Brownian Motion and Multivariate Shifts • bifrost

Introduction

This vignette introduces the Brownian-motion-based theory behind bifrost. The applied vignettes show full analyses on real datasets; the goal here is to develop the underlying ideas and the intuition behind them. Whole-Tree Models, PCA, and bifrost takes up the model-selection side of the story.

At a high level, bifrost rests on three ideas:

trait evolution is modeled as a stochastic process on a phylogeny,
most empirical datasets are multivariate, so covariance matters as much as rate, and
branch-specific shifts are interesting because they let the multivariate rate structure change across the tree.

bifrost is built around Brownian-motion-based models, so most of what follows focuses on that family. Within that family, the current search is narrower than the full conceptual space described below: it targets branch-specific proportional scaling of a shared covariance geometry.

1. Why Stochastic Models?

Comparative datasets record the outcomes of many small processes acting over long stretches of time: mutation, drift, development, integration among traits, and changing environments. We rarely observe those microscopic steps directly. Instead, we model the distribution of possible outcomes.

That is the value of a stochastic model. It does not claim that evolution is unstructured. Instead, it treats uncertainty as something that can still be described with parameters. In comparative biology, those parameters usually control:

an ancestral state or intercept,
the rate at which variance accumulates through time, and
the covariance structure among traits, together with the phylogenetically induced covariance among species.

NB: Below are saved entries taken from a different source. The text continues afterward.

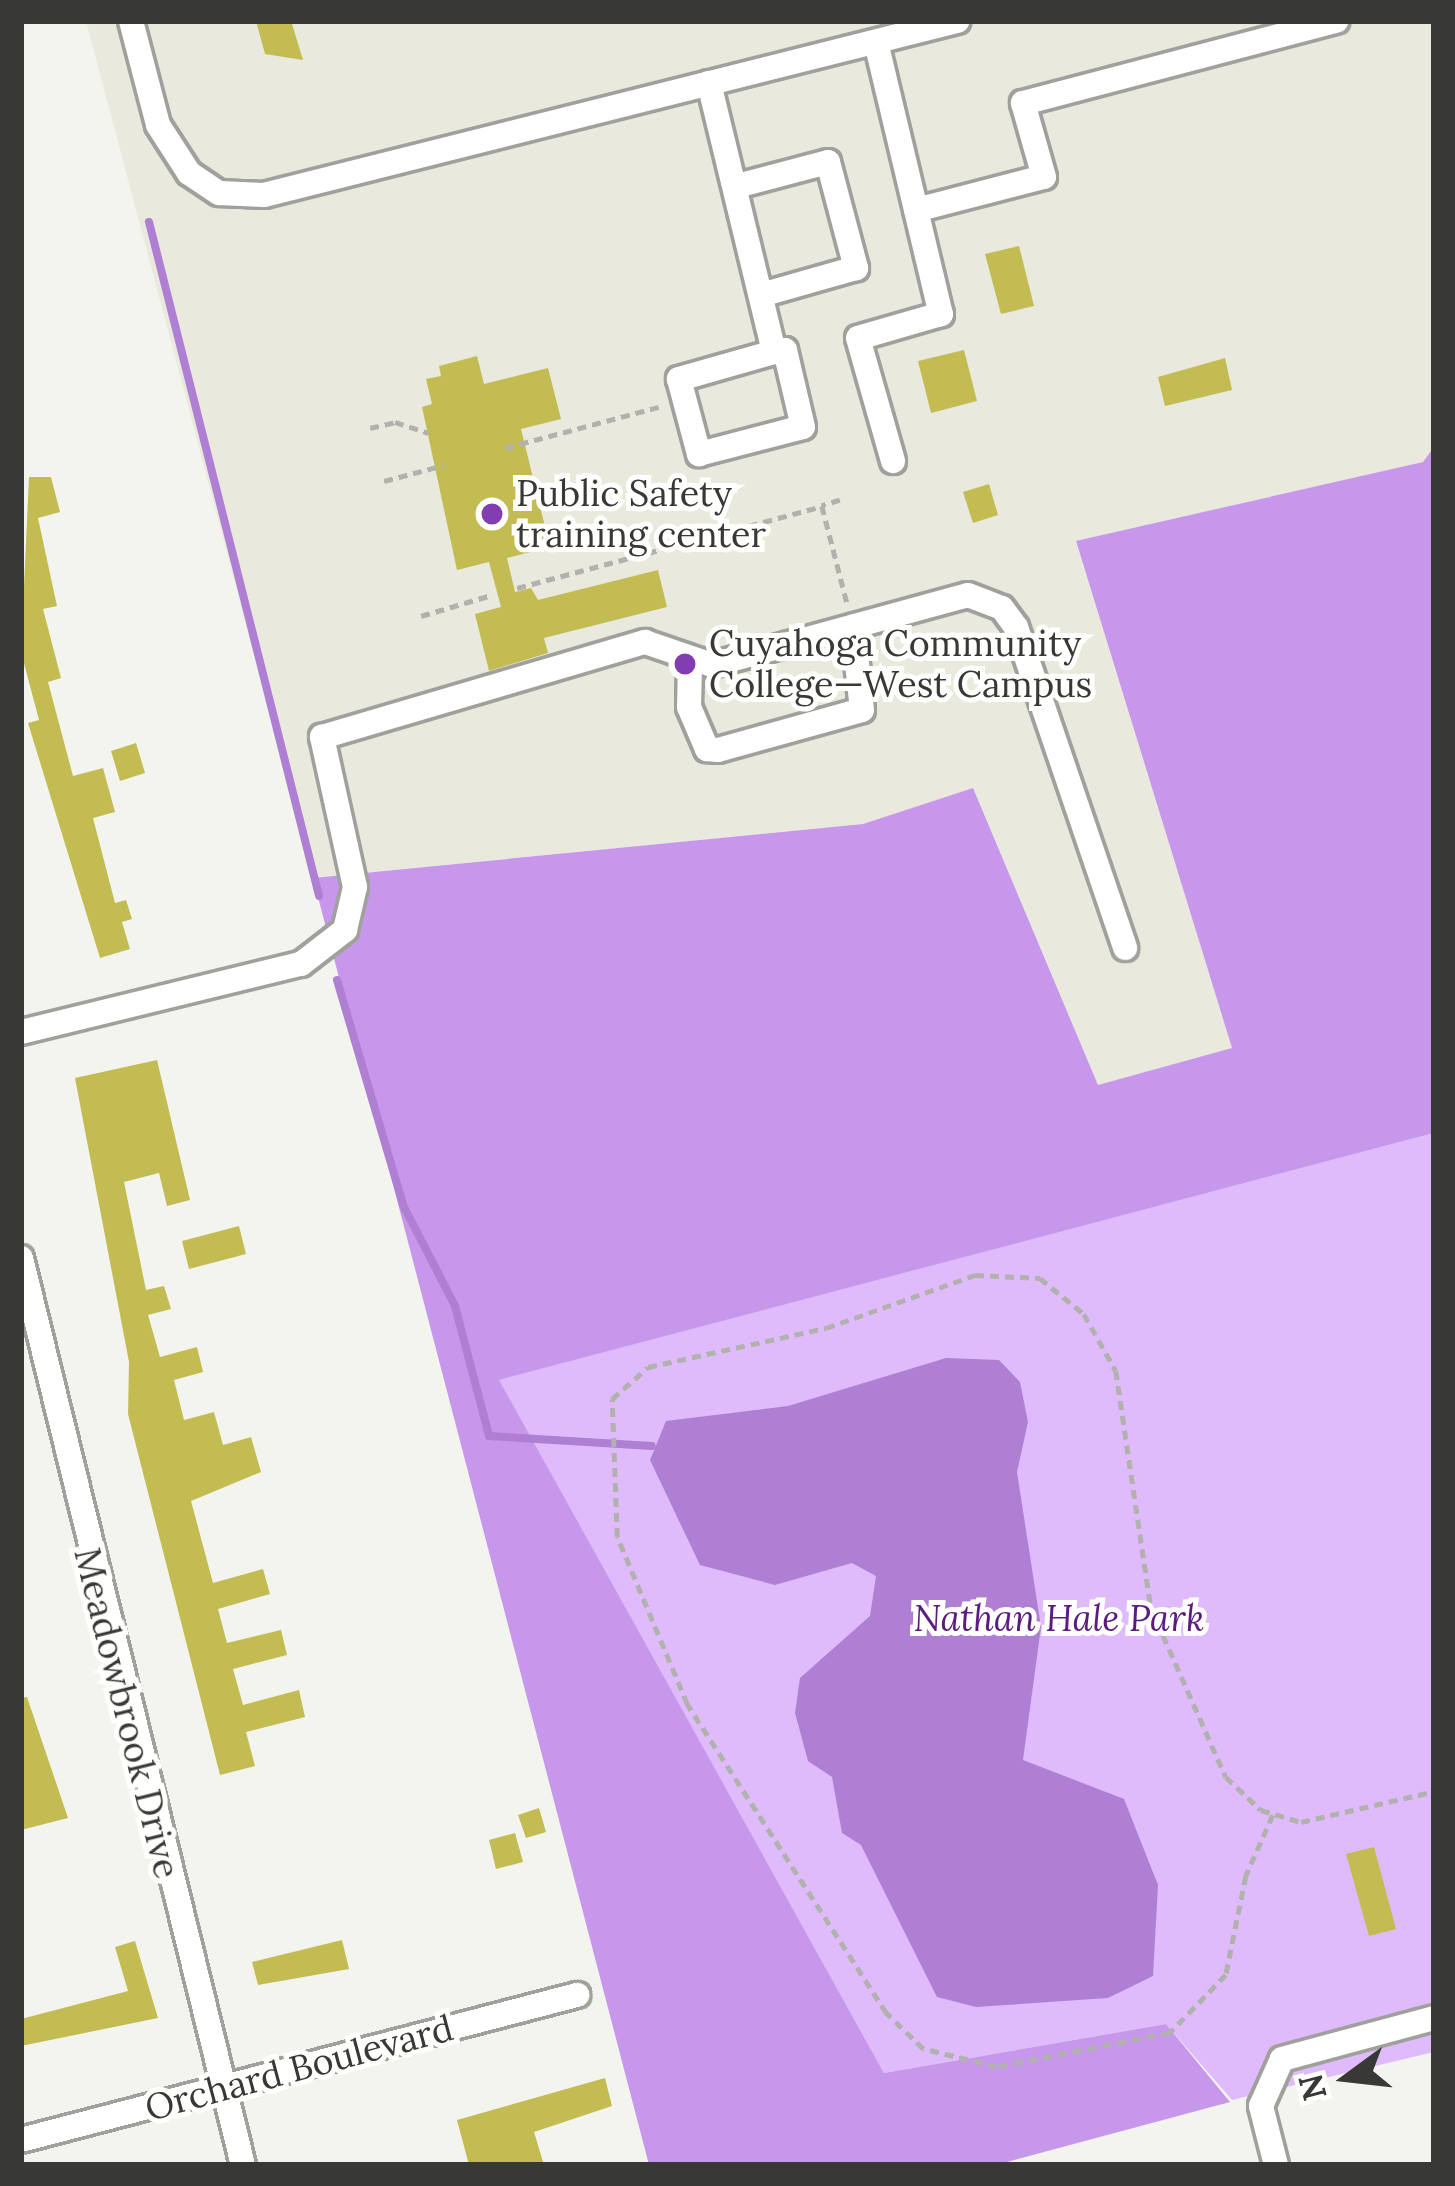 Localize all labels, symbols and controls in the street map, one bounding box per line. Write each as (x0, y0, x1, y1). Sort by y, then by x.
place label: Public Safety training center (516, 471, 766, 556)
marker: Public Safety training center (479, 501, 505, 527)
place label: Cuyahoga Community College—West Campus (709, 621, 1092, 706)
marker: Cuyahoga Community College—West Campus (672, 651, 698, 677)
street label: Meadowbrook Drive (65, 1543, 189, 1883)
park label: Nathan Hale Park (914, 1597, 1204, 1641)
street label: Orchard Boulevard (140, 2006, 458, 2130)
north arrow (1287, 2018, 1407, 2138)
text: N (1289, 2070, 1336, 2105) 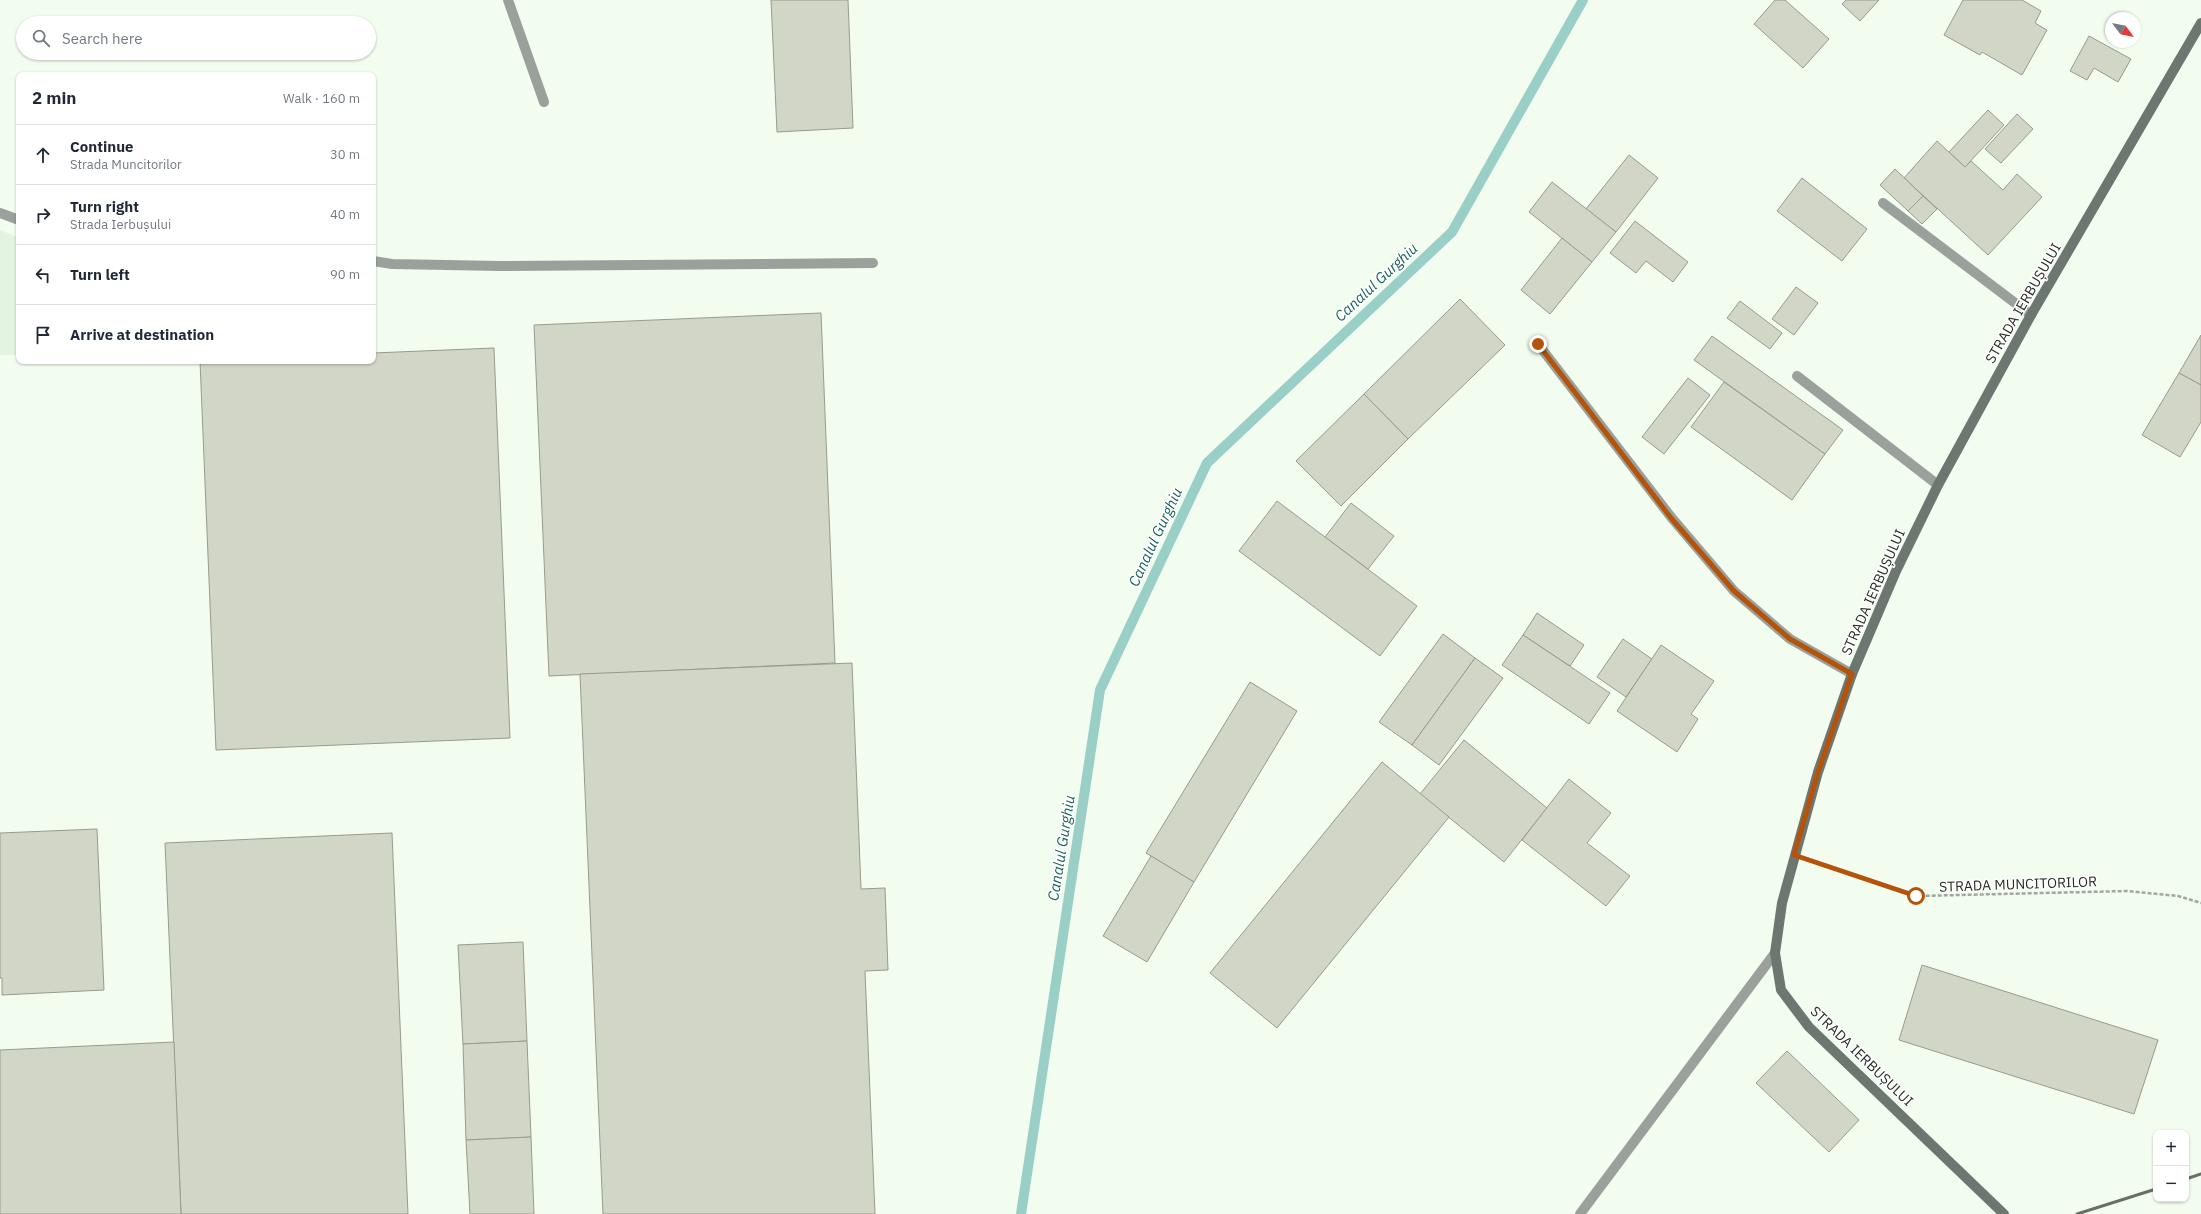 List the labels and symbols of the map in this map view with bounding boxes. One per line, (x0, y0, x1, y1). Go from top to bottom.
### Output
north arrow (2105, 12, 2141, 48)
water label: Canalul Gurghiu (1331, 239, 1421, 325)
street label: STRADA IERBUȘULUI (1981, 240, 2065, 366)
route end (1529, 335, 1547, 353)
water label: Canalul Gurghiu (1124, 485, 1186, 589)
street label: STRADA IERBUȘULUI (1837, 526, 1909, 658)
water label: Canalul Gurghiu (1043, 794, 1079, 902)
street label: STRADA MUNCITORILOR (1939, 872, 2097, 896)
route start (1907, 887, 1925, 905)
street label: STRADA IERBUȘULUI (1807, 1002, 1917, 1110) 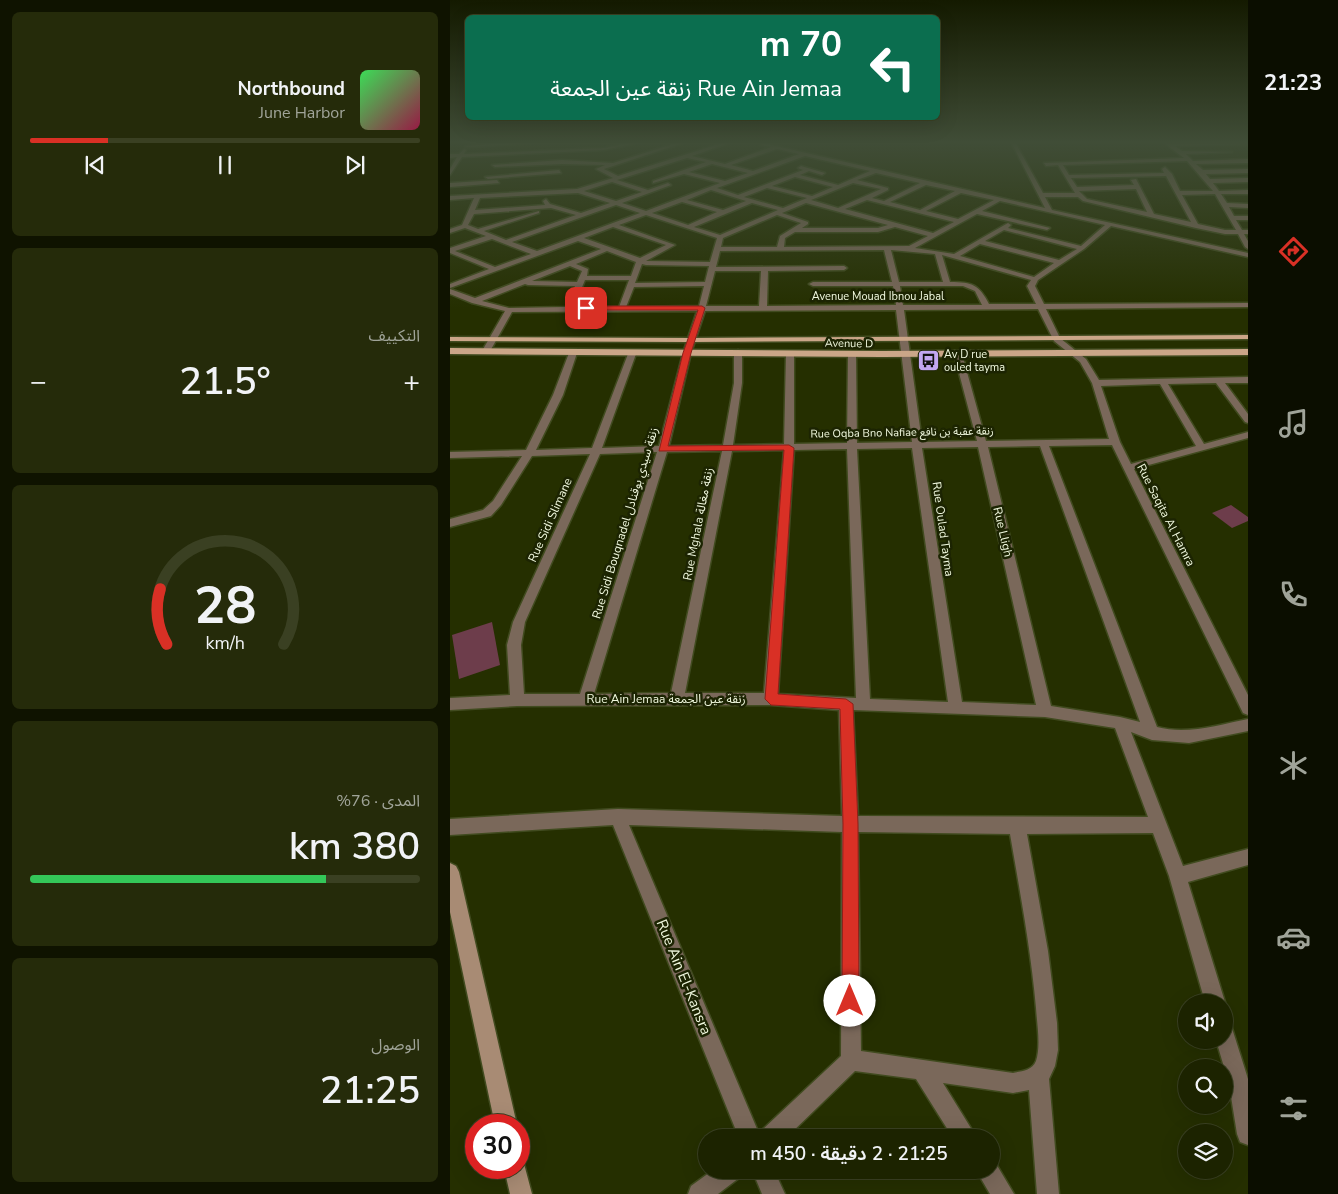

The phylogeny is what makes this a comparative model rather than a generic random process. Branch lengths encode time, and shared ancestry tells us which species should be statistically similar before we even look at the trait matrix.

2. Brownian Motion on a Phylogeny

The simplest continuous-trait model is Brownian motion (BM). In one dimension,

$dX_t = \sigma dB_t,$

where $B_t$ is standard Brownian motion and $\sigma^2$ is the evolutionary rate. Under BM, the expected trait value stays centered on its starting point while variance grows linearly with time:

$\mathrm{Var}(X_t) = \sigma^2 t.$

Two-panel side-by-side figure. Left panel shows slow green Brownian motion trajectories and fast orange trajectories. Right panel shows mean sampled disparity lines with empirical ribbons for both rates.

Figure 1. Brownian motion with two rates. Left: slow green trajectories $\left(\sigma^2 = 0.1\right)$ remain tightly clustered, whereas fast orange trajectories $\left(\sigma^2 = 0.9\right)$ spread more rapidly. Larger $\sigma^2$ increases diffusion, not directional tendency. Right: disparity through time. Solid colored lines show the mean sampled disparity across repeated batches of 20 trajectories, and ribbons show the central 95% range across those batches.

Interactive Brownian Rate Explorer

Adjust the two regime rates. This browser-side explorer keeps the trajectory panel lightweight while letting the disparity panel update live with the same sample size used for the displayed trajectories.

Green regimeOrange regime

Green rate 0.10

Orange rate 0.90

Trajectories

30 trajectories per regime

Disparity

70 batches; n = 30 trajectories per batch

Each slider only updates its own regime, and the disparity summary uses the same sample size as the displayed trajectory panel: 30 trajectories per regime.

On a phylogeny, BM does more than generate trait variance through time: it also implies a covariance structure among species. Following Felsenstein (1985), the covariance between species $i$ and $j$ is proportional to the amount of history they share from the root to their most recent common ancestor:

$\mathrm{Cov}(X_i, X_j) = \sigma^2 T_{ij}.$

That is the statistical reason close relatives tend to resemble each other under BM.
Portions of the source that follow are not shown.